How has ophthalmology changed since your early days? Ophthalmology initially intrigued me because it was a specialty that combined medicine and surgery in a single organ. When I started, vitreoretinal ophthalmology was all about surgery. Meetings featured talks on new surgical techniques or different ways of peeling tissues. But now that’s changed. Now we have many more drug- and even cell-based therapies, and most of the talks at meetings are focused on medical, rather than surgical, treatments for retinal diseases. Not all of my colleagues are happy with that – retinal surgeons like to do surgery – but we are happy to have new solutions for patients with issues like macular degeneration and retinal vein occlusion, whom we couldn’t treat surgically.
How did you come to work on anti-VEGF therapies? I was lucky enough to be able to combine clinical care and research. It was fascinating to look after patients clinically and then think scientifically about the problems we couldn’t solve. The one that interested me most was macular degeneration, because it was so frustrating for both patients and doctors. I worked with Judah Folkman, who pioneered anti-angiogenesis research in cancer and inspired several others to pursue lines of inquiry that dovetailed beautifully: Anthony Adamis, Lloyd Paul Aiello, Patricia D’Amore, Evangelos Gragoudas, and George King, among others. It seemed to us that the same biology involved in cancer angiogenesis might play a role in vision loss, so we started research on animal models of retinal disease. First, we sought to understand what was driving the blood vessel growth, and then we tried to either block the growth or address it – which led to two major projects that resulted in treatments. One of those was photodynamic therapy, which combines a photosensitizing agent with laser light to injure abnormal blood vessels. We figured out the parameters that would work on abnormal retinal blood vessels and ended up with Visudyne, the first pharmacologic therapy for macular degeneration. At the same time, we were trying to understand the causes of retinal angiogenesis, which led us to VEGF – discovering that it was an important mediator for abnormal blood vessel growth in diabetic retinopathy, retinal vein occlusion and macular degeneration, and then developing drugs that would block it. It was very exciting for all of us to build this body of research and take those findings from the laboratory to patients.

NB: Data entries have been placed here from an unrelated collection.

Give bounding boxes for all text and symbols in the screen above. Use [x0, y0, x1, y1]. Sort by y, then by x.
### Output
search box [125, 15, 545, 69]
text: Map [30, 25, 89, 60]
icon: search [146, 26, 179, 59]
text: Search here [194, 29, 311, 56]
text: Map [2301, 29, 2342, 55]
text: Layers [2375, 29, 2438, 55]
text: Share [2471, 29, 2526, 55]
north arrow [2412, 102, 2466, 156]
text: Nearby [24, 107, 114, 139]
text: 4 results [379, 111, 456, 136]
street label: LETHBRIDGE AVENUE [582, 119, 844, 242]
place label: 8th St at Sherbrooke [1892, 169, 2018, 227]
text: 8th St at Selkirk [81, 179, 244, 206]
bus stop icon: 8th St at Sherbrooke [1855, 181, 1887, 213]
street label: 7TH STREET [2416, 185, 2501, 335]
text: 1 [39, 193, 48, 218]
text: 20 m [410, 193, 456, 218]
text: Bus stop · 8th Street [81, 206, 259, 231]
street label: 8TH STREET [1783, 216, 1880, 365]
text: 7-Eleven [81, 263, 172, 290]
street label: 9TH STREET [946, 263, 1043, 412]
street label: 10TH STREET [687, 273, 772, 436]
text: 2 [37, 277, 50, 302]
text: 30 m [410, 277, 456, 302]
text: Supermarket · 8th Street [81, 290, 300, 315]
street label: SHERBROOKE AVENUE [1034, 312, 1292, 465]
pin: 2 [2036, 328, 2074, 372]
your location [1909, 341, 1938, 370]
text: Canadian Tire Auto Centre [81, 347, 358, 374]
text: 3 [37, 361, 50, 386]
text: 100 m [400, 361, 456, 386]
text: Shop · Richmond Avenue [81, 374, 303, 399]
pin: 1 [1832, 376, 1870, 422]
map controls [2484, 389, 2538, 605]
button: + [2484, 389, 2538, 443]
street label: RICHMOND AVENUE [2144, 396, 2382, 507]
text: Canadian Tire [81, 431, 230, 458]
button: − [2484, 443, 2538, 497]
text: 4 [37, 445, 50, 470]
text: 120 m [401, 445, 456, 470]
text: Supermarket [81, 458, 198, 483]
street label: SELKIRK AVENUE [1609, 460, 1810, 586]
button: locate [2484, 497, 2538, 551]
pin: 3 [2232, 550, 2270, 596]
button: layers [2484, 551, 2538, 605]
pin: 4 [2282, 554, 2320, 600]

We had no idea VEGF would have such an impact. When we started to explore it, nobody believed it could be such an important factor in macular degeneration. We actually had trouble publishing our results at the beginning! The first time we gave an ARVO presentation on VEGF, it was in a tiny room on the last day, and only the authors and their friends attended. But within two years, VEGF had taken off so much that the presentations were in the main room. What’s the next step for retinal disease? We need to work earlier in the disease, and halt progression to the advanced forms. One of my mentors, Ephraim Friedman, chastised me for working at the end-stage disease, but there was a reason for that – it was where the severe vision loss was occurring. I’m working on targeting early macular degeneration by looking at ways to affect the lipid deposition and inflammation that occurs. I’m also very interested in neuroprotection; we’ve just gotten some interesting data suggesting that there may be ways to target retinal – and especially photoreceptor – cell death. There’s an ongoing loss of photoreceptors in macular degeneration, and if we can block that process, we can preserve vision for longer. But I don’t think that benefit is limited to macular degeneration – it can be applied to a number of retinal diseases.